The United States spends double the amount of what other industrialized
nations spend on such activities.[77]
The U.S. Medicare program has overhead
administrative costs of less than 5 percent, where as private insurance
companies have overhead costs in the 20 percent to 25 percent range.[78]
The discrepancy lies in the fact that private insurance companies review every
procedure that a doctor proposes and usually contests each one, even if it is
deemed necessary. Such practices result
in a delay of health care provision and cause doctors to waste both their time
and money taking care of paperwork for the justification of procedures and
billing for the provision of delivery, rather than being able to spend time on
their patients. J. Potential
Solution to Lack of Health Insurance for Americans Given that
being sick is more costly to the Canadian economy than treating health care and
having productive members of society, the Canadian government implemented a
universal access to health care system in the 20th century. As a result of this, life expectancy has
increased dramatically from 59 ears in the early 1920s to 69 years in the 1950s
and 79 years by 1997. Furthermore,
older adults enjoy a better quality of life because of the extension of the
number of years that they are living.
In fact, the Canadian life expectancy is one of the longest in the
world, second with Iceland and behind Japan.
Health care also costs much less in Canada than it does in the United
States. In fact, the per capita health
care cost in 1994 in the United States was $3,510 as opposed to $1,982 in
Canada.[80] Similarly, administrative costs as a percentage of
the total cost of health care in the United States are 26 percent, whereas it
comprises only 9 percent of total costs in Canada.[81] Another difference is that the cost
for a typical family of four with a gross income of $35,000 per year with
average coverage in the United States is $5,780. The total is paid by the individual in premium contributions,
out-of-pocket expenses, co-payments and uncovered services and falling wages as
employer health care costs rise. On the
other hand, for full coverage in Canada, the cost is only $3,595, which is paid
through a public tax system that is shared fairly by all and based on a
national budget.[82]
Thus, the Canadian health care system is far better than the U.S. system in that for almost half the price, it
achieves far superior results. Section 2: MEDICARE The
Medicare program was first established in 1965 as Title XVIII of the Social
Security Act.[83] In passing this legislation, Congress
separated Medicare into one common definitional part, Part C, and two
substantive parts, Part A and Part B.[84]

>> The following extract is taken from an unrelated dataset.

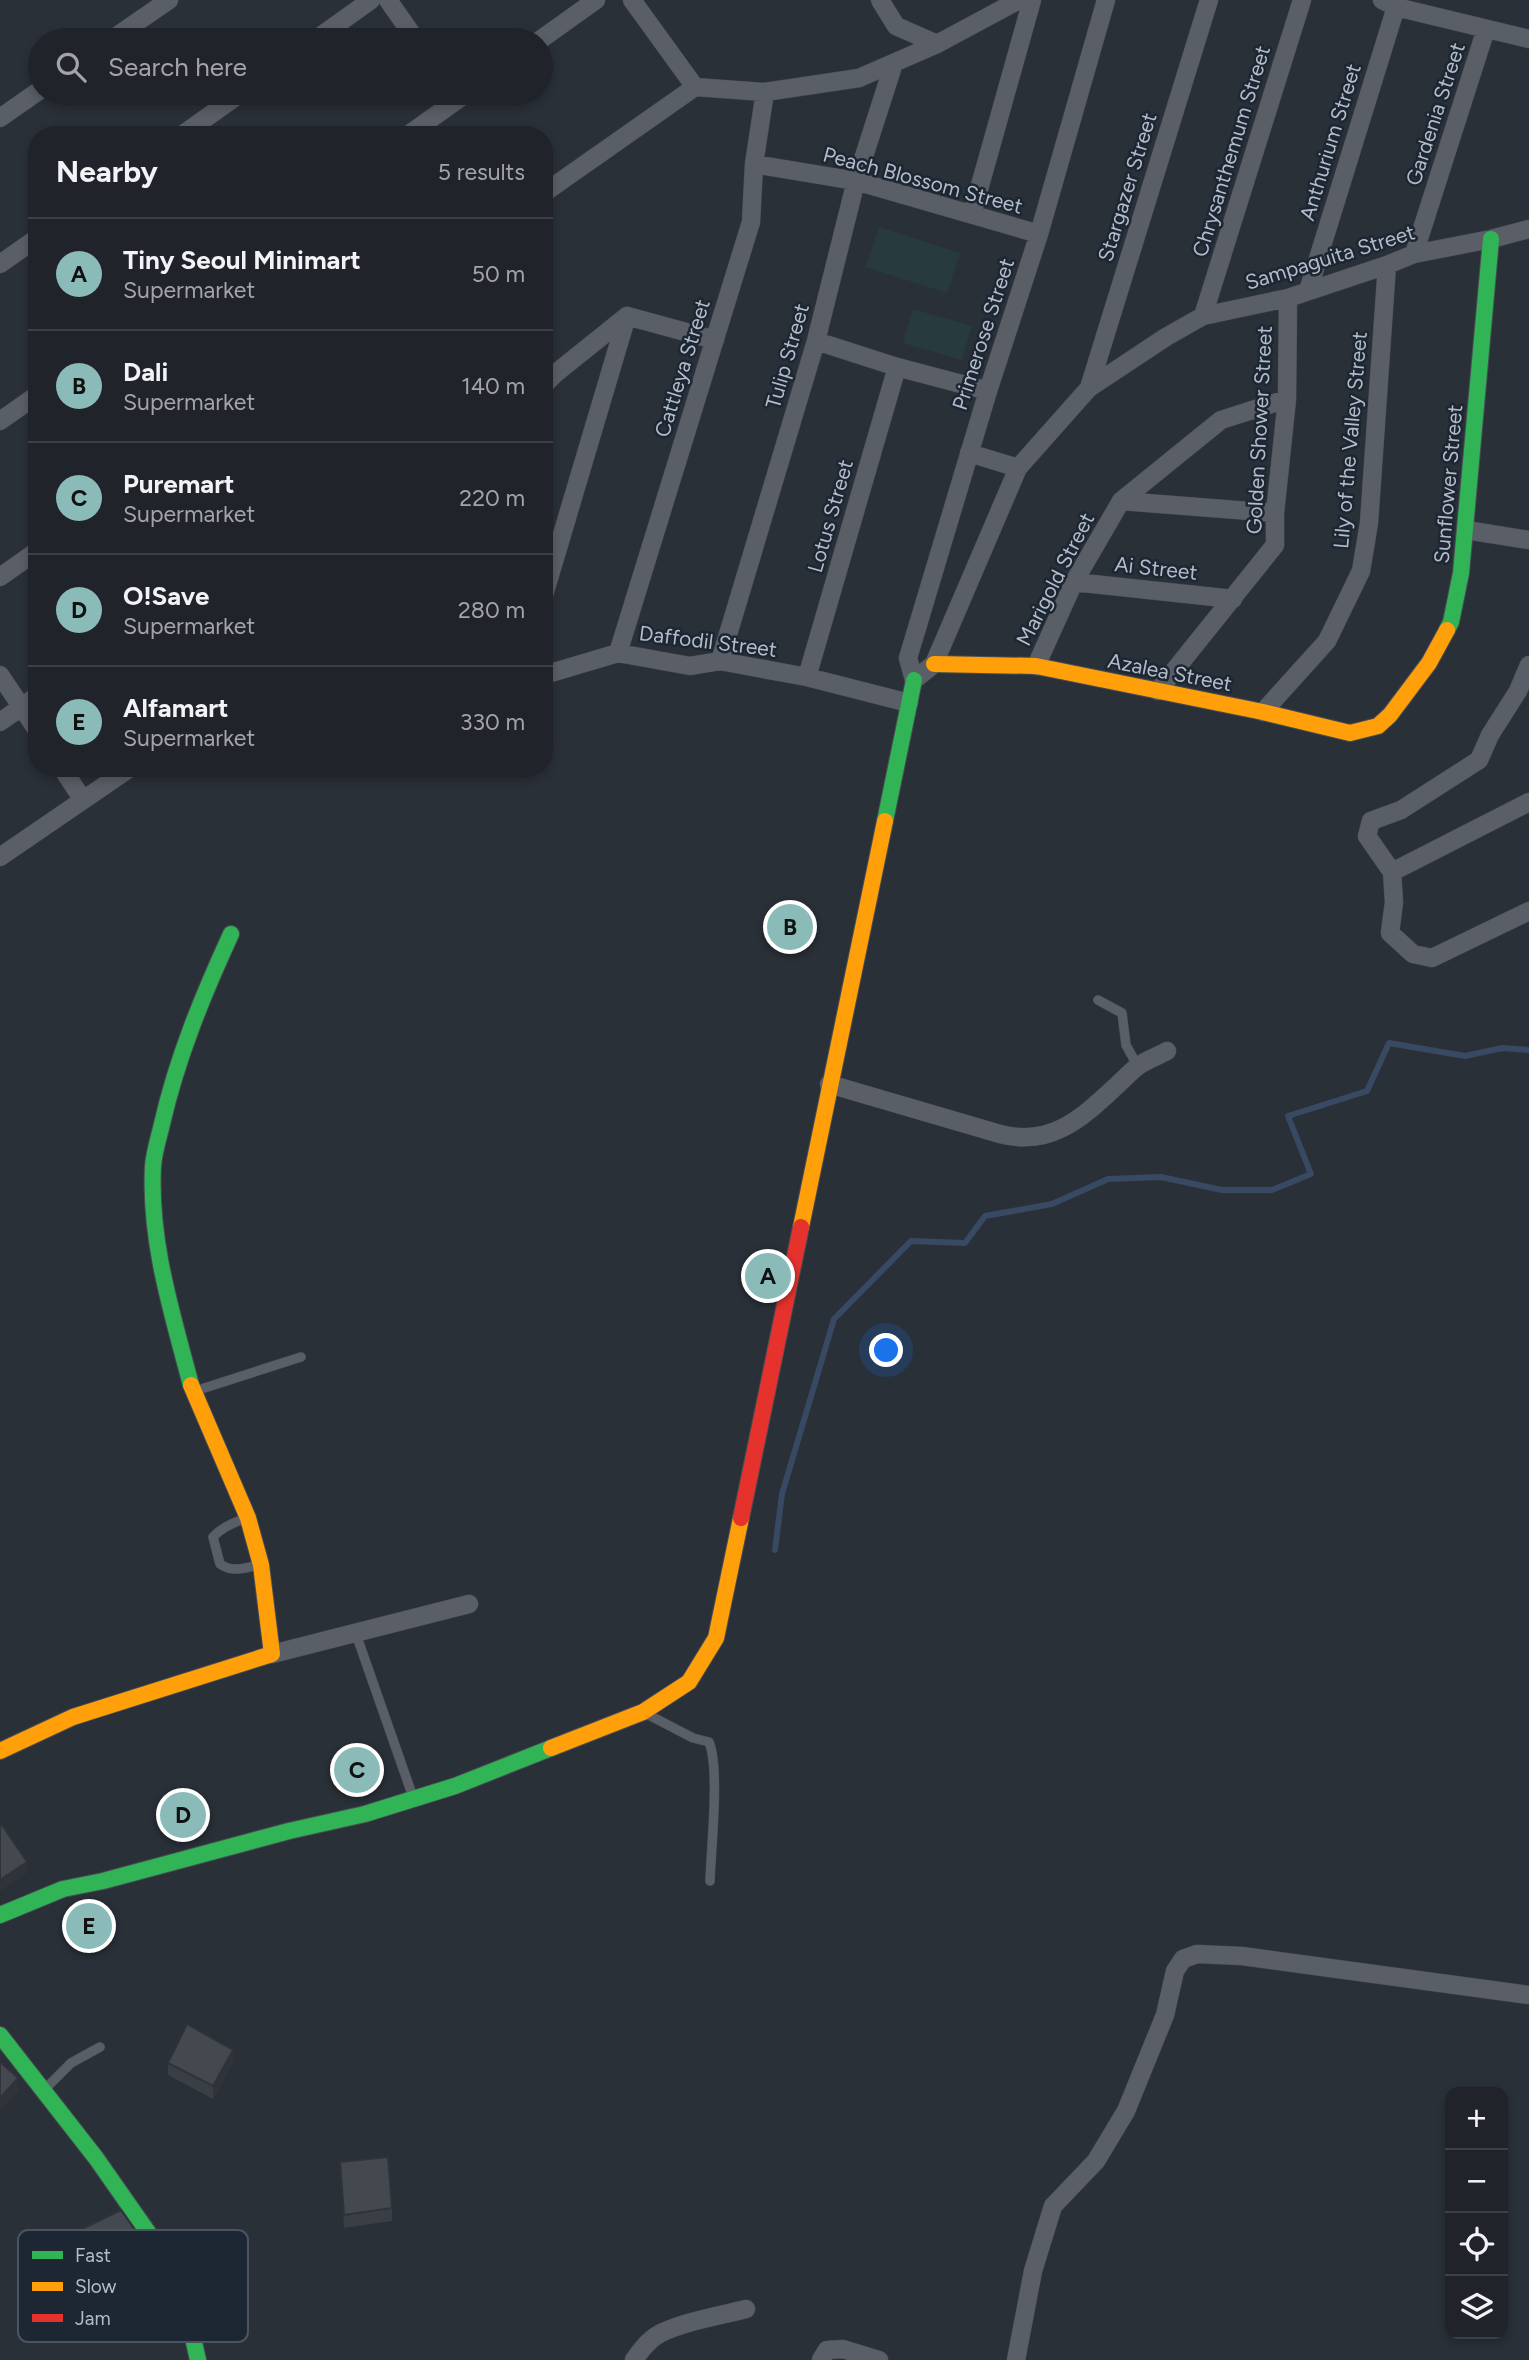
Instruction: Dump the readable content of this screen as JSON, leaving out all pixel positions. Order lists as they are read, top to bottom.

The purpose of Medicare was to provide the same type of health care as could be
provided by a comprehensive insurance plan by a private entity.[85] Specifically, Medicare was to provide a
coordinated and comprehensive approach to federal health insurance and medical
care for the aged and disabled.[86] The
Medicare program went into effect July 1, 1966.[87] It entitles persons age 65 and over (and
their spouses who are at least age 65) who have paid into the Social Security
system or Railroad Retirement benefits to federal health insurance coverage.[88] In addition to those over the age of 65, the
program also covers two categories of person under age 65: those with end-stage
renal (kidney) disease and disabled persons who have been receiving Social
Security disability benefits for 24 months.[89] Medicare is an entitlement program and is
not a needs-based program like Medicaid,[90]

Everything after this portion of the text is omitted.